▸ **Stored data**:
------------------------------------------------

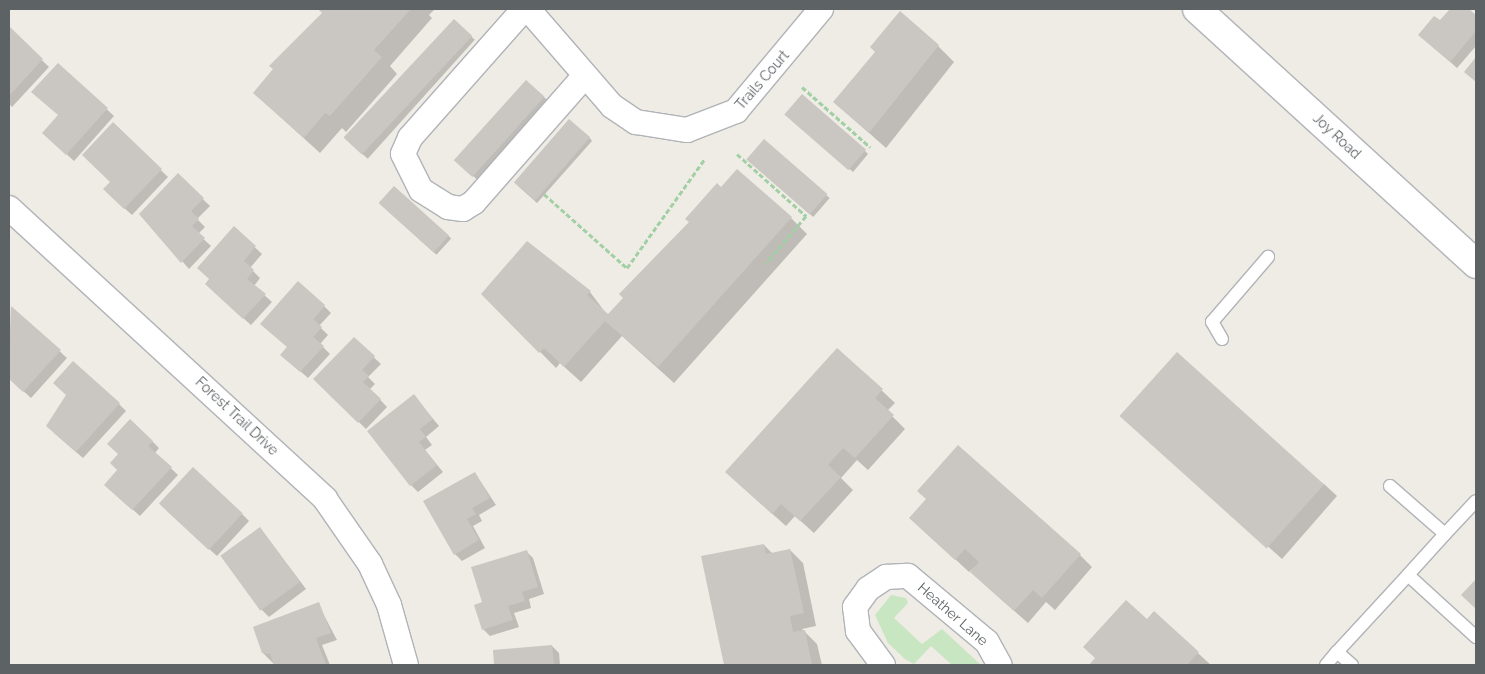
<!DOCTYPE html>
<style>
body{margin:0}
#map{position:relative;width:1485px;height:674px;overflow:hidden;background:#efebe5;font-family:Raleway,sans-serif}
div>[style]{position:absolute}
.green>*{inset:0;background:#c9e6c2}
.shadow>*{inset:0;background:#0003;transform-origin:0 0}
.building>*{inset:0;background:#cac6c2;transform-origin:0 0}
.path>*{height:3px;margin-top:-1.5px;transform-origin:0;background:repeating-linear-gradient(90deg,#a1d0a5 0 5px,transparent 0 7.5px)}
.roads{filter:drop-shadow(1px 0 #b0b4b7) drop-shadow(-1px 0 #b0b4b7) drop-shadow(0 1px #b0b4b7) drop-shadow(0 -1px #b0b4b7)}
.lane>*{height:12px;margin:-6px;padding:0 6px;transform-origin:6px;border-radius:6px;background:#fff}
.street>*{height:24px;margin:-12px;padding:0 12px;transform-origin:12px;border-radius:12px;background:#fff}
.secondary>*{height:28px;margin:-14px;padding:0 14px;transform-origin:14px;border-radius:14px;background:#fff}
span{translate:-50% -50%;white-space:nowrap;text-align:center;line-height:1.15;-webkit-text-stroke:4px #fff;paint-order:stroke}
.street-label{font-size:14px;color:#5d6265}
.frame{position:absolute;inset:0;border:10px solid #5d6265;pointer-events:none}
</style>
<div id="map">
<div class="green">
<div style="clip-path:polygon(891px 595px,906px 598px,908px 603px,894px 618px,922px 644px,942px 629px,981px 665px,952px 665px,931px 646px,914px 664px,905px 659px,888px 643px,875px 615px)"></div>
</div>
<div class="shadow">
<div style="clip-path:polygon(320px 9px,435px 9px,429px 15px,432px 18px,390px 66px,397px 74px,346px 132px,342px 128px,320px 153px,254px 93px,324px 13px)"></div>
<div style="clip-path:polygon(1451px 9px,1467px 9px,1476px 17px,1476px 46px,1457px 68px,1427px 41px)"></div>
<div style="left:454px;top:21px;width:28px;height:160px;rotate:42deg"></div>
<div style="clip-path:polygon(9px 28px,49px 67px,12px 107px,9px 104px)"></div>
<div style="clip-path:polygon(938px 46px,954px 62px,886px 148px,834px 102px,876px 52px)"></div>
<div style="clip-path:polygon(58px 64px,114px 116px,74px 161px,51px 140px,59px 116px)"></div>
<div style="left:526px;top:81px;width:30px;height:106px;rotate:42deg"></div>
<div style="clip-path:polygon(790px 118px,865px 151px,868px 154px,853px 172px)"></div>
<div style="clip-path:polygon(113px 124px,168px 177px,132px 215px,111px 196px)"></div>
<div style="clip-path:polygon(589px 137px,592px 141px,537px 203px,518px 186px)"></div>
<div style="left:764px;top:141px;width:87px;height:25px;rotate:41deg"></div>
<div style="clip-path:polygon(178px 175px,210px 206px,197px 219px,205px 227px,198px 234px,211px 246px,189px 269px,141px 214px)"></div>
<div style="left:394px;top:187px;width:77px;height:22px;rotate:42deg"></div>
<div style="clip-path:polygon(791px 218px,807px 234px,674px 383px,622px 336px,581px 382px,560px 363px,556px 368px,483px 294px,528px 243px,590px 292px,608px 316px,691px 222px)"></div>
<div style="clip-path:polygon(234px 228px,262px 254px,250px 268px,260px 278px,254px 286px,272px 302px,251px 325px,213px 291px)"></div>
<div style="clip-path:polygon(324px 306px,331px 313px,319px 326px,328px 335px,320px 344px,330px 354px,308px 378px,282px 355px)"></div>
<div style="clip-path:polygon(11px 307px,67px 358px,31px 398px,9px 378px)"></div>
<div style="clip-path:polygon(354px 339px,381px 364px,368px 377px,375px 384px,370px 389px,387px 407px,366px 429px,315px 379px)"></div>
<div style="clip-path:polygon(838px 349px,895px 403px,887px 411px,905px 429px,868px 470px,857px 460px,841px 478px,853px 490px,814px 533px,795px 516px,786px 526px,740px 485px)"></div>
<div style="clip-path:polygon(67px 395px,119px 404px,126px 411px,83px 458px,54px 433px)"></div>
<div style="clip-path:polygon(414px 396px,439px 426px,426px 437px,432px 445px,425px 450px,443px 472px,418px 492px,411px 485px)"></div>
<div style="clip-path:polygon(1122px 416px,1324px 484px,1337px 496px,1282px 559px)"></div>
<div style="clip-path:polygon(152px 441px,159px 448px,155px 453px,178px 475px,140px 516px,113px 492px,118px 470px)"></div>
<div style="clip-path:polygon(475px 473px,496px 505px,479px 515px,482px 521px,473px 526px,485px 548px,462px 561px,455px 554px)"></div>
<div style="clip-path:polygon(167px 511px,242px 514px,249px 521px,217px 556px)"></div>
<div style="clip-path:polygon(911px 518px,1080px 555px,1092px 567px,1055px 610px,1046px 602px,1028px 623px,985px 585px,980px 563px,969px 572px)"></div>
<div style="clip-path:polygon(260px 528px,306px 589px,269px 617px,262px 610px)"></div>
<div style="clip-path:polygon(764px 545px,773px 554px,790px 550px,803px 563px,816px 626px,802px 629px,817px 644px,822px 665px,725px 665px,703px 557px)"></div>
<div style="clip-path:polygon(526px 551px,533px 558px,544px 594px,529px 599px,531px 608px,514px 613px,519px 627px,490px 636px,483px 629px,484px 603px)"></div>
<div style="clip-path:polygon(318px 604px,337px 640px,322px 645px,330px 665px,275px 665px,263px 653px)"></div>
<div style="clip-path:polygon(1154px 613px,1211px 665px,1091px 665px,1147px 620px)"></div>
<div style="clip-path:polygon(552px 646px,559px 653px,560px 665px,495px 665px,494px 652px)"></div>
</div>
<div class="building">
<div style="clip-path:polygon(318px 9px,411px 9px,374px 50px,382px 57px,330px 116px,325px 113px,304px 138px,253px 93px,273px 69px,269px 66px,322px 13px)"></div>
<div style="clip-path:polygon(1450px 9px,1469px 9px,1476px 15px,1476px 31px,1450px 62px,1418px 35px,1434px 16px,1440px 20px)"></div>
<div style="clip-path:polygon(900px 11px,939px 45px,869px 133px,833px 102px,875px 52px,870px 47px)"></div>
<div style="left:454px;top:19px;width:25px;height:162px;rotate:43deg"></div>
<div style="clip-path:polygon(9px 26px,43px 59px,9px 96px)"></div>
<div style="clip-path:polygon(1476px 57px,1476px 82px,1464px 72px)"></div>
<div style="clip-path:polygon(58px 63px,108px 108px,66px 155px,42px 133px,58px 115px,31px 92px)"></div>
<div style="left:526px;top:80px;width:25px;height:108px;rotate:42deg"></div>
<div style="left:802px;top:94px;width:85px;height:27px;rotate:41deg"></div>
<div style="left:569px;top:119px;width:28px;height:84px;rotate:41deg"></div>
<div style="clip-path:polygon(113px 122px,162px 169px,124px 209px,103px 189px,110px 182px,82px 155px)"></div>
<div style="left:764px;top:139px;width:84px;height:27px;rotate:41deg"></div>
<div style="clip-path:polygon(737px 169px,792px 217px,658px 367px,605px 321px,564px 367px,544px 348px,539px 353px,481px 294px,527px 241px,591px 291px,587px 295px,608px 314px,623px 298px,619px 294px,689px 222px,685px 219px,717px 183px,721px 187px)"></div>
<div style="clip-path:polygon(178px 173px,204px 198px,191px 211px,199px 219px,192px 226px,205px 238px,181px 263px,139px 214px)"></div>
<div style="left:394px;top:186px;width:74px;height:23px;rotate:42deg"></div>
<div style="clip-path:polygon(234px 226px,256px 246px,244px 261px,254px 270px,247px 279px,266px 294px,243px 319px,205px 284px,209px 279px,197px 268px)"></div>
<div style="clip-path:polygon(298px 281px,325px 305px,313px 319px,322px 327px,313px 337px,324px 346px,300px 372px,280px 355px,287px 347px,260px 324px)"></div>
<div style="clip-path:polygon(11px 306px,61px 350px,23px 392px,9px 379px)"></div>
<div style="clip-path:polygon(354px 337px,375px 356px,362px 370px,369px 376px,363px 382px,381px 399px,358px 423px,313px 379px)"></div>
<div style="clip-path:polygon(837px 348px,883px 389px,875px 398px,894px 415px,855px 458px,843px 448px,828px 465px,841px 477px,800px 521px,781px 504px,772px 514px,725px 472px)"></div>
<div style="left:1177px;top:352px;width:198px;height:86px;rotate:42deg"></div>
<div style="clip-path:polygon(73px 361px,120px 403px,76px 452px,46px 426px,66px 395px,53px 383px)"></div>
<div style="clip-path:polygon(414px 394px,433px 419px,420px 429px,426px 437px,419px 442px,437px 465px,410px 486px,367px 431px)"></div>
<div style="clip-path:polygon(130px 419px,153px 441px,148px 446px,172px 467px,132px 510px,104px 485px,117px 470px,110px 463px,118px 454px,107px 444px)"></div>
<div style="clip-path:polygon(958px 445px,1081px 554px,1042px 598px,1033px 590px,1014px 611px,970px 572px,979px 562px,965px 549px,955px 560px,909px 518px,926px 499px,917px 491px)"></div>
<div style="left:193px;top:467px;width:68px;height:50px;rotate:43deg"></div>
<div style="clip-path:polygon(475px 472px,490px 498px,472px 508px,476px 514px,467px 519px,479px 540px,454px 555px,423px 501px)"></div>
<div style="left:260px;top:527px;width:68px;height:49px;rotate:54deg"></div>
<div style="clip-path:polygon(764px 544px,766px 554px,790px 549px,804px 613px,790px 616px,793px 632px,805px 630px,812px 665px,724px 665px,701px 556px)"></div>
<div style="clip-path:polygon(527px 550px,538px 587px,522px 592px,525px 601px,508px 606px,513px 620px,482px 630px,474px 605px,482px 602px,471px 567px)"></div>
<div style="clip-path:polygon(1476px 579px,1476px 609px,1461px 595px)"></div>
<div style="clip-path:polygon(1126px 600px,1147px 619px,1154px 611px,1199px 652px,1187px 665px,1089px 665px,1095px 658px,1083px 647px)"></div>
<div style="clip-path:polygon(319px 602px,331px 633px,316px 638px,326px 665px,274px 665px,270px 654px,262px 653px,253px 627px)"></div>
<div style="clip-path:polygon(552px 645px,554px 665px,494px 665px,493px 650px)"></div>
</div>
<div class="path">
<div style="left:802px;top:87px;width:91px;rotate:41.4deg"></div>
<div style="left:737px;top:154px;width:93px;rotate:41.9deg"></div>
<div style="left:806px;top:216px;width:62px;rotate:130.4deg"></div>
<div style="left:544px;top:194px;width:111px;rotate:41.7deg"></div>
<div style="left:627px;top:268px;width:133px;rotate:-54.5deg"></div>
</div>
<div class="roads">
<div class="lane">
<div style="left:1222px;top:339px;width:20px;rotate:-120deg"></div>
<div style="left:1212px;top:322px;width:86px;rotate:-49.3deg"></div>
<div style="left:1390px;top:486px;width:73px;rotate:41.1deg"></div>
<div style="left:1445px;top:534px;width:45px;rotate:-46.8deg"></div>
<div style="left:1445px;top:534px;width:55px;rotate:132.1deg"></div>
<div style="left:1408px;top:575px;width:92px;rotate:42.4deg"></div>
<div style="left:1326px;top:665px;width:17px;rotate:-50deg"></div>
<div style="left:1352px;top:665px;width:20px;rotate:-139deg"></div>
<div style="left:1337px;top:652px;width:105px;rotate:-47.3deg"></div>
</div>
<div class="street">
<div style="left:524px;top:9px;width:172px;rotate:131.5deg"></div>
<div style="left:410px;top:138px;width:17px;rotate:114deg"></div>
<div style="left:403px;top:154px;width:40px;rotate:63.4deg"></div>
<div style="left:421px;top:190px;width:32px;rotate:32deg"></div>
<div style="left:448px;top:207px;width:15px;rotate:8deg"></div>
<div style="left:463px;top:209px;width:13px;rotate:-32deg"></div>
<div style="left:474px;top:202px;width:167px;rotate:-48.7deg"></div>
<div style="left:528px;top:9px;width:128px;rotate:49.1deg"></div>
<div style="left:612px;top:106px;width:29px;rotate:34deg"></div>
<div style="left:636px;top:122px;width:52px;rotate:8.9deg"></div>
<div style="left:687px;top:130px;width:53px;rotate:-21.2deg"></div>
<div style="left:736px;top:111px;width:133px;rotate:-50.2deg"></div>
<div style="left:9px;top:208px;width:430px;rotate:42.6deg"></div>
<div style="left:325px;top:499px;width:79px;rotate:55.3deg"></div>
<div style="left:370px;top:564px;width:45px;rotate:65.1deg"></div>
<div style="left:389px;top:605px;width:62px;rotate:74.2deg"></div>
<div style="left:883px;top:665px;width:42px;rotate:-126.3deg"></div>
<div style="left:858px;top:631px;width:24px;rotate:-97deg"></div>
<div style="left:855px;top:607px;width:22px;rotate:-54deg"></div>
<div style="left:868px;top:589px;width:22px;rotate:-34deg"></div>
<div style="left:886px;top:577px;width:22px;rotate:-3deg"></div>
<div style="left:908px;top:576px;width:103px;rotate:39.9deg"></div>
<div style="left:987px;top:642px;width:26px;rotate:61deg"></div>
</div>
<div class="secondary">
<div style="left:1197px;top:9px;width:378px;rotate:42.4deg"></div>
</div>
</div>
<div class="street-label">
<span style="left:762px;top:80px;rotate:-49deg">Trails Court</span>
<span style="left:1337px;top:136px;rotate:43deg">Joy Road</span>
<span style="left:237px;top:416px;rotate:43deg">Forest Trail Drive</span>
<span style="left:953px;top:614px;rotate:41deg">Heather Lane</span>
</div>
<div class="frame"></div>
</div>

------------------------------------------------

▸ **What you need to do**:
All lines from the start of the entries above through the line containing "0 #b0b4b7) drop-shadow(-1px" must be transcribed exactly, both ends included, and no picture may be copied.

▸ **Exercise solution**:
<!DOCTYPE html>
<style>
body{margin:0}
#map{position:relative;width:1485px;height:674px;overflow:hidden;background:#efebe5;font-family:Raleway,sans-serif}
div>[style]{position:absolute}
.green>*{inset:0;background:#c9e6c2}
.shadow>*{inset:0;background:#0003;transform-origin:0 0}
.building>*{inset:0;background:#cac6c2;transform-origin:0 0}
.path>*{height:3px;margin-top:-1.5px;transform-origin:0;background:repeating-linear-gradient(90deg,#a1d0a5 0 5px,transparent 0 7.5px)}
.roads{filter:drop-shadow(1px 0 #b0b4b7) drop-shadow(-1px 0 #b0b4b7) drop-shadow(0 1px #b0b4b7) drop-shadow(0 -1px #b0b4b7)}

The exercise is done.